Quando più di vent’anni fa nacque il World Wide Web, il mondo marketing si interessò subito alla improvvisa misurabilità delle interazioni. Per esempio attraverso gli hit, accessi alle pagine, che nel 2015 interessano a nessuno.
È normale che le metriche di misurazione di fenomeni qualsivoglia si evolvano e raffinino nel tempo, con il maturare della comprensione dei fenomeni stessi. Se parliamo di sport americano, i rilievi statistici iniziano già nel Diciannovesimo secolo. Da allora siamo arrivati a metriche molto sofisticate, alcune comprensibili solo dopo una lettura ponderosa.
È quanto ho spiegato settimana scorsa durante Smarter Engagement, dove ho sollevato provocatoriamente l’idea di ricercare e trovare una equazione “magica” che riesca a definire e misurare in modo confrontabile quella nozione intangibile che è appunto l’engagement, il coinvolgimento attivo ed entusiasta di visitatori, lettori, utenti, partecipanti.

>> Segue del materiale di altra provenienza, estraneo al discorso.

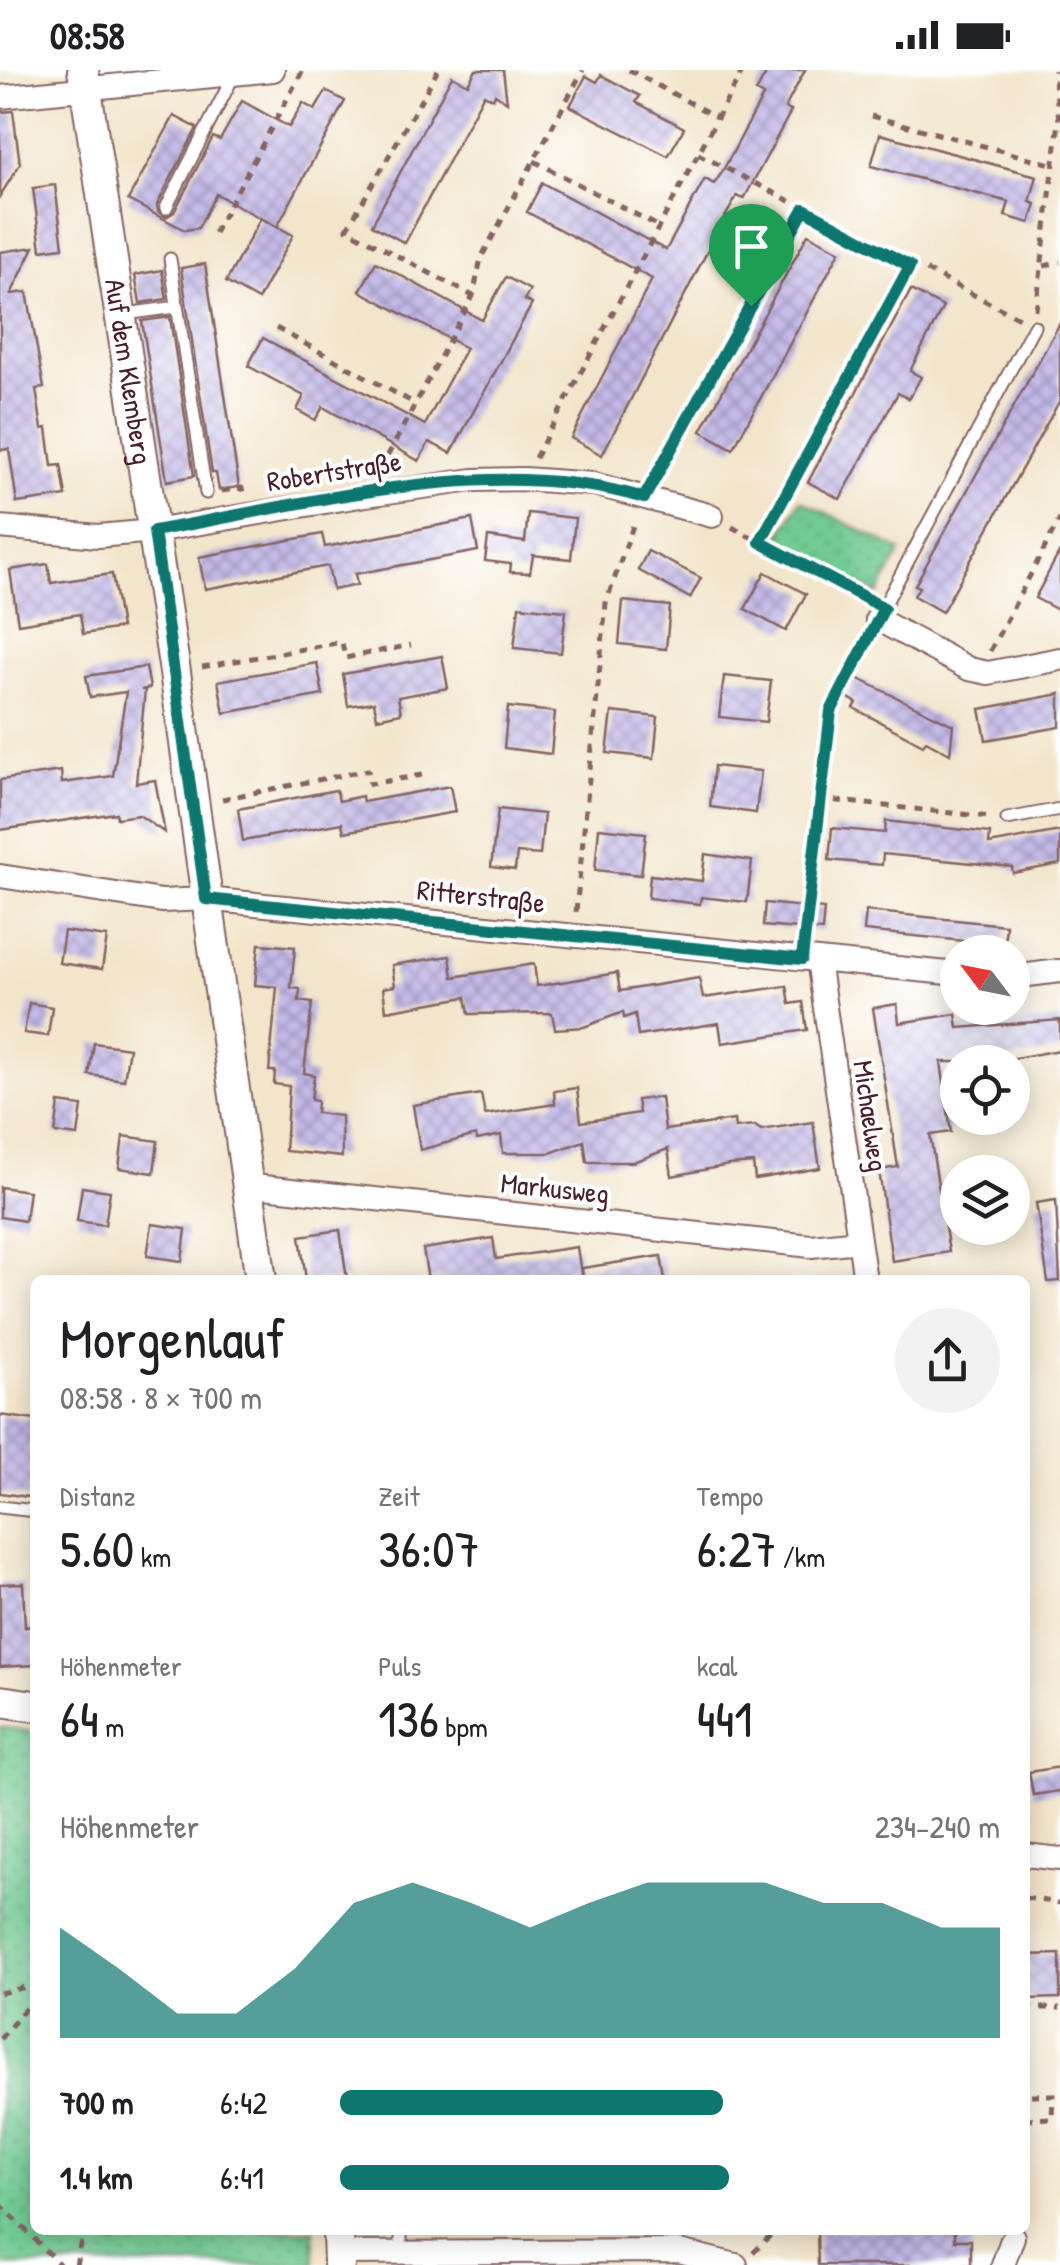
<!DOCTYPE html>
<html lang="de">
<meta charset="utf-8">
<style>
body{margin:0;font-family:"Patrick Hand",sans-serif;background:#f2f2f2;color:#202124;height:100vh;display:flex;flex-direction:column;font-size:38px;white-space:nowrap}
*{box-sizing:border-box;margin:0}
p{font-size:32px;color:#757577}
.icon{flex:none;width:55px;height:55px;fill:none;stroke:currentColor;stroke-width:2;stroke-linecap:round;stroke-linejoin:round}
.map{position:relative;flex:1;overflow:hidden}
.details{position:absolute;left:30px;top:1205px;width:1000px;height:960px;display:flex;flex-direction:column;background:#fff;border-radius:15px;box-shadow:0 5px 25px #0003}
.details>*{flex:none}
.needle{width:65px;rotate:302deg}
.tools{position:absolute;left:940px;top:865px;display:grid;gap:20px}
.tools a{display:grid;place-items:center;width:90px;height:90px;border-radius:50%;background:#fff;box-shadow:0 5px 25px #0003;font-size:50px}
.pin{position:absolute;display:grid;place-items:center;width:85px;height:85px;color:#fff;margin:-102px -42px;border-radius:50% 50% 50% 0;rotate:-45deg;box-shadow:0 0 10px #0007}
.pin .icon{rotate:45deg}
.round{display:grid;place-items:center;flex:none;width:105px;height:105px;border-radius:52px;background:#f2f2f2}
.head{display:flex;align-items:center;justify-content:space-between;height:170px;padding:0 30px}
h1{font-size:55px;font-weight:600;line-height:75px}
.figures{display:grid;grid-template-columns:repeat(3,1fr);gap:15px;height:170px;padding:10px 30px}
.figures div{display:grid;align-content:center}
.figures b{font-size:50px;font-weight:600}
.figures small{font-size:28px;font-weight:400}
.figures p{font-size:28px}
.chart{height:280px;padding:20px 30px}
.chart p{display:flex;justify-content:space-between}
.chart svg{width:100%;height:180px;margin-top:10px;fill:#0f766e;opacity:.7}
ul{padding:0 30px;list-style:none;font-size:32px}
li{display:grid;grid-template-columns:160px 120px 1fr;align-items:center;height:75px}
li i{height:25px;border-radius:12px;background:#0f766e}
.status{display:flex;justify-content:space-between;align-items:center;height:70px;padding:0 50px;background:#fff;direction:ltr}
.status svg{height:28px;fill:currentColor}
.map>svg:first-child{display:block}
</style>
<div class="status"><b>08:58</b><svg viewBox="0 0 49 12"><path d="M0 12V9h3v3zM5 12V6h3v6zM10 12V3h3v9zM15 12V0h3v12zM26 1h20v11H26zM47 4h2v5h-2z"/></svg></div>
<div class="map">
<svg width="1060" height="2195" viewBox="0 0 1060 2195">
<defs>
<pattern id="park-dots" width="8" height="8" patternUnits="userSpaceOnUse" patternTransform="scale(2.5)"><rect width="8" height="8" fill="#71cb93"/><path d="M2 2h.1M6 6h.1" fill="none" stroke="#63ae7f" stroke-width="1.8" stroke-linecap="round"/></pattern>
<pattern id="building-cross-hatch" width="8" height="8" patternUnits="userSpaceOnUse" patternTransform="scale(2.5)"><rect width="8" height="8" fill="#c2b9e8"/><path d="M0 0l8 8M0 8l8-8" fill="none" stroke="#a096bc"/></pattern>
</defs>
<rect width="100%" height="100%" fill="#fff"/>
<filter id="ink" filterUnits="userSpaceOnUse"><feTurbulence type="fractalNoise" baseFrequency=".01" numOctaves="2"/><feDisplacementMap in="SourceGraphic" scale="20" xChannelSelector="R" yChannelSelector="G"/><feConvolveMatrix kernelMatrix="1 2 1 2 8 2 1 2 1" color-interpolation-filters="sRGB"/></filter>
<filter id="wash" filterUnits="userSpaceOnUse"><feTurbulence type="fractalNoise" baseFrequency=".0048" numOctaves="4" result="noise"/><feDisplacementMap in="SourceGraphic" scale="40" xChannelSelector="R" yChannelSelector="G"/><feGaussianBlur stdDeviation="2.25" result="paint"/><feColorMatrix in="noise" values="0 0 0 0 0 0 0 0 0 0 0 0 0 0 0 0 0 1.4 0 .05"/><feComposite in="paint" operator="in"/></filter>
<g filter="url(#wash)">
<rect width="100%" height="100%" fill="#f2e5cb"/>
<!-- park -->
<g fill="url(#park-dots)" stroke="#5e755f" stroke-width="2.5">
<path d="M 801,430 L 901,481 L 878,524 L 776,472 Z"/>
<path d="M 0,1657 L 35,1662 L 35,2160 L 314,2160 L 315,2195 L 0,2195 Z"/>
</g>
<g id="blocks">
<!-- building -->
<g fill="url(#building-cross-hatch)">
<path d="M 476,0 L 503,0 L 507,32 L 495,24 L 493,29 L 484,24 L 405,173 L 372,155 L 452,6 L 468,14 Z"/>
<path d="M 768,0 L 805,0 L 785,38 L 791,41 L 744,129 L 737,126 L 725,147 L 602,385 L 571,368 L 652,209 L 527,142 L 542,113 L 666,180 L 705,109 L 714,114 L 721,104 L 763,26 L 756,22 Z"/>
<path d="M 601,5 L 640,26 L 636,32 L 684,58 L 668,86 L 570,36 L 586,6 L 597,12 Z"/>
<path d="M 326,21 L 345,31 L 277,157 L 216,124 L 198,158 L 185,160 L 128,130 L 174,46 L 197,58 L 157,135 L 158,142 L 166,147 L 174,142 L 213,67 L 220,70 L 242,31 L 289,57 L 303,33 L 315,40 Z"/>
<path d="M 13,41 L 20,94 L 0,126 L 0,42 Z"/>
<path d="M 880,64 L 1037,106 L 1030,132 L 1036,134 L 1030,153 L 1005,146 L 1009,132 L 871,96 Z"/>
<path d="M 55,115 L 63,177 L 41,180 L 33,118 Z"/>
<path d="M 261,148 L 293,165 L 258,230 L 226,212 Z"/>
<path d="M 808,164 L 840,181 L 733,379 L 701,361 Z"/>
<path d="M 34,177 L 11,224 L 27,222 L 44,318 L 36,319 L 42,359 L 47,358 L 52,396 L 61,395 L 66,426 L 17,433 L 9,379 L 0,380 L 0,182 Z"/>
<path d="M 376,192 L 482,250 L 506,207 L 530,220 L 524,230 L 532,234 L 451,383 L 429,372 L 419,391 L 323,337 L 315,350 L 297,340 L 304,326 L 248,296 L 263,268 L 425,355 L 466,278 L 360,221 Z"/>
<path d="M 205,194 L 239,417 L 219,420 L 216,403 L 212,403 L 181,198 Z"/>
<path d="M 162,200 L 167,229 L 140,233 L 135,205 Z"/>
<path d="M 911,220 L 943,237 L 910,301 L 921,307 L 909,329 L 898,323 L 840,429 L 808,412 Z"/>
<path d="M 170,247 L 194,406 L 167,411 L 142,251 Z"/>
<path d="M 1060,253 L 1060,330 L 942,542 L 914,526 L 919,517 L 915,515 Z"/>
<path d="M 528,443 L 575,448 L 571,489 L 533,485 L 530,503 L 510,502 L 511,494 L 485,491 L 488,467 L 525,472 Z"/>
<path d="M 472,449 L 478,481 L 355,504 L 357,515 L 333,520 L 328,496 L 205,519 L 199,487 L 322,464 L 325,477 Z"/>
<path d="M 648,481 L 701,508 L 690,528 L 638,500 Z"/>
<path d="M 1060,481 L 1060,541 L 1035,528 Z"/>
<path d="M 48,494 L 51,513 L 112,504 L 121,558 L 83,564 L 80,544 L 18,554 L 10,500 Z"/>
<path d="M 765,502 L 806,524 L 786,561 L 745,539 Z"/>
<path d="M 623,531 L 670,536 L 666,579 L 619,574 Z"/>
<path d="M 519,536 L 566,541 L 561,583 L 514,578 Z"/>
<path d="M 442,586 L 448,618 L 398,627 L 401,643 L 377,648 L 374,632 L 348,636 L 343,604 Z"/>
<path d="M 317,593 L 323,625 L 224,643 L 218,611 Z"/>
<path d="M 146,597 L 150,618 L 141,620 L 145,620 L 136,713 L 155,710 L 165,763 L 139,745 L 117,748 L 116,743 L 0,760 L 0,710 L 61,701 L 62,713 L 113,706 L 126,622 L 90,627 L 86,606 Z"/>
<path d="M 724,606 L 771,611 L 766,652 L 719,647 Z"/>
<path d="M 857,608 L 953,655 L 950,684 L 926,671 L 923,675 L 854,638 L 857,633 L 847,627 Z"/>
<path d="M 1060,624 L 1060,657 L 986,670 L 980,639 Z"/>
<path d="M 508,637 L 555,642 L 551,684 L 504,678 Z"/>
<path d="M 612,642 L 658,647 L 654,688 L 607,683 Z"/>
<path d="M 714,696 L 761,701 L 756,743 L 710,737 Z"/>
<path d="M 450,716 L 455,742 L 344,762 L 342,753 L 243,771 L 238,739 L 336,720 L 339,731 L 362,726 L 363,732 Z"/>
<path d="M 498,739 L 544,744 L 540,785 L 517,783 L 515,800 L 491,797 Z"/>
<path d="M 886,751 L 990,763 L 989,774 L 1060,761 L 1060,794 L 1013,803 L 1012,797 L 883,784 L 882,795 L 829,790 L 832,758 L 885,763 Z"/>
<path d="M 599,758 L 646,763 L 641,805 L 595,800 Z"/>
<path d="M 705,784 L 752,791 L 747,832 L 701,827 L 700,834 L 648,828 L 650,805 L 702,811 Z"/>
<path d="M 765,833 L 824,839 L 822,861 L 763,856 Z"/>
<path d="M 866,841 L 1006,855 L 1004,875 L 864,861 Z"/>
<path d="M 64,861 L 107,867 L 102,899 L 59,893 Z"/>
<path d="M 259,874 L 295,877 L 291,918 L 300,919 L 299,931 L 312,933 L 304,1003 L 314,1005 L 311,1030 L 317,1031 L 316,1043 L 341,1046 L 342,1087 L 285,1081 L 289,1016 L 274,1014 L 275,1001 L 269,1001 L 277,917 L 255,915 Z"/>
<path d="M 450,886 L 453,907 L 534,894 L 537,916 L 617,903 L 620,921 L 699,908 L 703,928 L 787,916 L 790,934 L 803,932 L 807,960 L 722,973 L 719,953 L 638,966 L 635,944 L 624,948 L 623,942 L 584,957 L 555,959 L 552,943 L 469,944 L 466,927 L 386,941 L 383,918 L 395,916 L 392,895 Z"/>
<path d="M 29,933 L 52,937 L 48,966 L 24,963 Z"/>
<path d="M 897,934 L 899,953 L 956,944 L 958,958 L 1060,950 L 1060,980 L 992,992 L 941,992 L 951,1062 L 930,1065 L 949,1182 L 892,1191 L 879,1100 L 898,1097 L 873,938 Z"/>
<path d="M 94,973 L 129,978 L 124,1010 L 89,1005 Z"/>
<path d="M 577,1018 L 581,1052 L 639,1043 L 637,1030 L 661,1027 L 665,1060 L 734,1050 L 735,1058 L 755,1056 L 761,1060 L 813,1052 L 820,1098 L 755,1109 L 753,1093 L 729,1095 L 672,1106 L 668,1079 L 633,1092 L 587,1092 L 584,1071 L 550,1083 L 503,1083 L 501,1065 L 477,1070 L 476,1065 L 420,1080 L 413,1035 L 481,1024 L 485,1045 L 555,1034 L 554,1021 Z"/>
<path d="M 59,1033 L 82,1036 L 78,1066 L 55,1063 Z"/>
<path d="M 123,1066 L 158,1071 L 154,1103 L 119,1098 Z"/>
<path d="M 0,1117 L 29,1121 L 25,1151 L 0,1147 Z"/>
<path d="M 82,1117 L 110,1121 L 105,1155 L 77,1151 Z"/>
<path d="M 1056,1130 L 1060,1211 L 1048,1212 L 1036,1133 Z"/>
<path d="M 152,1154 L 186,1159 L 182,1191 L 147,1186 Z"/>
<path d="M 340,1160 L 347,1210 L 306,1210 L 300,1166 Z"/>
<path d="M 493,1168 L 496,1189 L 577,1177 L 582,1210 L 428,1210 L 423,1179 Z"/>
<path d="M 661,1186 L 665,1210 L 583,1210 L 582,1198 Z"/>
<path d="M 0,1345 L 35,1350 L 35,1428 L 0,1423 Z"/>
<path d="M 23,1513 L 25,1557 L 35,1556 L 35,1595 L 0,1597 L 0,1514 Z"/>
<path d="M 1060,1697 L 1060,1721 L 1033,1725 L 1029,1702 Z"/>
<path d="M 1060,1884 L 1060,1928 L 1025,1929 L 1025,1885 Z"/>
<path d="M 817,2160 L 955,2160 L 955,2170 L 971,2170 L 971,2195 L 818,2195 Z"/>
</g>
</g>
</g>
<g filter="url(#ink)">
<use href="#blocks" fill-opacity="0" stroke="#856463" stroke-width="2.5"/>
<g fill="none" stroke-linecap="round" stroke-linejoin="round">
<!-- service casing -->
<g stroke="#856463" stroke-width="15">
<g id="service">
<path d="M 166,138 L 234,5"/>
<path d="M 170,189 L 206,423"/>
<path d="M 125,244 L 177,237"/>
<path d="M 877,549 L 1034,256"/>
<path d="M 1007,749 L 1060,739"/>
<path d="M 0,1437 L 35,1441"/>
<path d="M 401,2160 L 401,2183"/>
</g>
</g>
<!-- minor casing -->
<g stroke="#856463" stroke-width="26">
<g id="minor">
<path d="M 0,27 L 273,0"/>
<path d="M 0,457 L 98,466 L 154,461 L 366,425 L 473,410 L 524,409 L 594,414 L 712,446"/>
<path d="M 877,549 L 969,599 L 988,603 L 1060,589"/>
<path d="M 0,806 L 162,831 L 206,829 L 958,904"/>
<path d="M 818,890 L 865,1210"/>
<path d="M 1012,907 L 1060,901"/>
<path d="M 245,1115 L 811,1176 L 859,1171"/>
<path d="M 1025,1785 L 1060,1789"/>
<path d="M 338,2183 L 679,2181 L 736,2195"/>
<path d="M 1003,2195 L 1013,2167"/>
</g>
</g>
<!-- tertiary casing -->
<g stroke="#856463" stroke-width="34">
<g id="tertiary">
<path id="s1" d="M 83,0 L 175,602 L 261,1210"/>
<path d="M 0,1631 L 35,1636"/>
<path d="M 338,2160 L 339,2195"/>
</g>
</g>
<!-- path -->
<g stroke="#856463" stroke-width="5" stroke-dasharray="8 8" stroke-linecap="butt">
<path d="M 438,0 L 347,159 L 473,226"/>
<path d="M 629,0 L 718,48"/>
<path d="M 871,46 L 1055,95"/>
<path d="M 698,84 L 1021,249"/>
<path d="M 534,91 L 658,156"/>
<path d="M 214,163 L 303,0"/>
<path d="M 1044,196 L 1060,192"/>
<path d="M 1036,240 L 1059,51 L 1054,0"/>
<path d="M 276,258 L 414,333"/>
<path d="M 535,388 L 743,0"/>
<path d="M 380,400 L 473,226 L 481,188 L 583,0"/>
<path d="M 655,409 L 805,139"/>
<path d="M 222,421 L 242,418 L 243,422"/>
<path d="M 732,457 L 868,530"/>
<path d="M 760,472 L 910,196"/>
<path d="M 990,581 L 1060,449"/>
<path d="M 202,597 L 342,572 L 345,588 L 411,575"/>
<path d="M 222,729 L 368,700 L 370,714 L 422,705"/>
<path d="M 819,729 L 990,747"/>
<path d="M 576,842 L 606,533 L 635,450"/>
<path d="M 804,866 L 831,641 L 868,567"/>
<path d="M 1025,1828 L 1060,1833"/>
<path d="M 0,1923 L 35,1915"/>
<path d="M 1025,1938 L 1060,1938"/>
<path d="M 0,1969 L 35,1927"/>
<path d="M 1025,2049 L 1052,2048 L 1053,2025 L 1025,2025 L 1026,2049"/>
<path d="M 0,2134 L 60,2195"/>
<path d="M 753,2182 L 776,2160"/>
<path d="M 76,2195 L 83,2160"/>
</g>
<!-- service -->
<use href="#service" stroke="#fff" stroke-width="11"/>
<!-- minor -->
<use href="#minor" stroke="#fff" stroke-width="22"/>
<!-- tertiary -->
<use href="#tertiary" stroke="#fff" stroke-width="30"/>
</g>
</g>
<g fill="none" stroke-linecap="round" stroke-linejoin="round" filter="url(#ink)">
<!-- route casing -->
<g stroke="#fff" stroke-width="20">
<path id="route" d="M 804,139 L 910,196 L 760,472 L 884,538 L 831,641 L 802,889 L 206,829 L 154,461 C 309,434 489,382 644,428 Z"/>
</g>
<!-- route -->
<use href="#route" stroke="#0f766e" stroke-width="12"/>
</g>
<g text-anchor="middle" stroke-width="8" stroke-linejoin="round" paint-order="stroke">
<!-- street labels -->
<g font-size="28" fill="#4a1f2b" stroke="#fff">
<text dy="10" stroke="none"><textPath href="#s1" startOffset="305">Auf dem Klemberg</textPath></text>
<text transform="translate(334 401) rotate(-9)" y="10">Robertstraße</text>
<text transform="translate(481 826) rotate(6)" y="10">Ritterstraße</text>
<text transform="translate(871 1046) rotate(82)" y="10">Michaelweg</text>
<text transform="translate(555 1118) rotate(6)" y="10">Markusweg</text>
</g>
</g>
</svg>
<div class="tools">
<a><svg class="needle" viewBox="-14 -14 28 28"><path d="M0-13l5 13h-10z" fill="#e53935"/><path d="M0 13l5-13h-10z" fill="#757577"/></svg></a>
<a><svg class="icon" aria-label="locate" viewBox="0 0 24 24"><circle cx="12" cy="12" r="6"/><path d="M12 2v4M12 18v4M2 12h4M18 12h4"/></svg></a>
<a><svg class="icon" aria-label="layers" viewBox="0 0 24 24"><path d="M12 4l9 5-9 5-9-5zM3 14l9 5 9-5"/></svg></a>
</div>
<div class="pin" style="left:751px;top:236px;background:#1e9e55"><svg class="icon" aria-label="arrive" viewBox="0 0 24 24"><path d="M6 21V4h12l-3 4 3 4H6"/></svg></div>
<section class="details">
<div class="head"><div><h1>Morgenlauf</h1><p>08:58 · 8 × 700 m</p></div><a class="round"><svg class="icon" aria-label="share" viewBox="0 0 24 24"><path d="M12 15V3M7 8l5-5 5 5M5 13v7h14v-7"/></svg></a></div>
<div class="figures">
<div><p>Distanz</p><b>5.60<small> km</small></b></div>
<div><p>Zeit</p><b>36:07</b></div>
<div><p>Tempo</p><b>6:27<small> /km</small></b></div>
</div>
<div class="figures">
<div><p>Höhenmeter</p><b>64<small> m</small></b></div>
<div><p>Puls</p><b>136<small> bpm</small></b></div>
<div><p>kcal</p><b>441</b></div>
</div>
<div class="chart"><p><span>Höhenmeter</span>234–240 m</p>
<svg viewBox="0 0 160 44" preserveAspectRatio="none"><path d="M0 44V17L10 27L20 38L30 38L40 27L50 11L60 6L70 11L80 17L90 11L100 6L110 6L120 6L130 11L140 11L150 17L160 17V44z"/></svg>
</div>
<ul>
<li><b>700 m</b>6:42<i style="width:58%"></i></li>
<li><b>1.4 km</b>6:41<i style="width:59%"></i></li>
</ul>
</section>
</div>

Idea da startup: trovare l'equazione che rende misurabile e confrontabile l'engagement. @CoworkingLogin @getchorally #smarterengagement
— Lucio Bragagnolo (@loox) April 9, 2015
La verità è che Internet consente – lo si dice da sempre – una misurazione accurata e articolata del traffico. Ma siamo complessivamente ai primi passi e la maturazione della comprensione del fenomeno è ancora lontana. I big data sono le nuove michette, ne abbiamo ancora da mangiare un bel po’.
Non si parla della sofisticazione di una Google, IBM, Amazon, ma della vita reale e delle aziende “normali”. Anche dove c’è una parvenza di cultura digitale, parli di iniziative web e l’interlocutore difficilmente sa andare oltre i mi piace quantificati al chilo, come la carne trita.
Chi sta un gradino sopra chiederà risultati su Twitter e vorrà immediatamente centinaia, migliaia di follower. Numeri da urlare al megafono al posto di interazioni vere e produttive, costruite in un intervallo di tempo umano, ragionevole e salutare anche per il business.
Per quanti ritengono di poter trasferire a Internet le logiche di misura del telemarketing o del volantinaggio, poche informazioni veloci:
- Il sistema dei mi piace su Facebook è fallato. È sufficiente un solo account di spam per generare venti falsi mi piace ogni minuto.
- Lo studio linkato spiega come sia anche difettoso: il conteggio dei mi piace non corrisponde del tutto alle azioni dei visitatori.
- Pure se il sistema funzionasse, ricordo che la pagina Facebook della foto di Toto Cutugno iterata all’infinito ha ottenuto più di sessantamila mi piace. Fanno scena i mi piace, ma hanno valore zero.
- Per avere tanti follower Twitter in poco tempo, basta comprarli. Twitter li vende sempre volentieri. Sul valore cosmetico dell’operazione, niente da dire; è che trattare i social media solo come media, senza la parte social, alla fine porta esattamente da nessuna parte.
A un certo punto arriverà anche l’equazione dell’engagement. Nel frattempo mi permetto di consigliare a individui e organizzazioni di costruire su Internet relazioni concrete, profonde per quanto possibile, personali e sincere, in modo antiquato: attuandole giorno per giorno con pazienza e partecipazione. La curva dei follower seguirà una progressione lineare e non geometrica; quella delle soddisfazioni, invece, potrebbe finalmente cominciare a salire.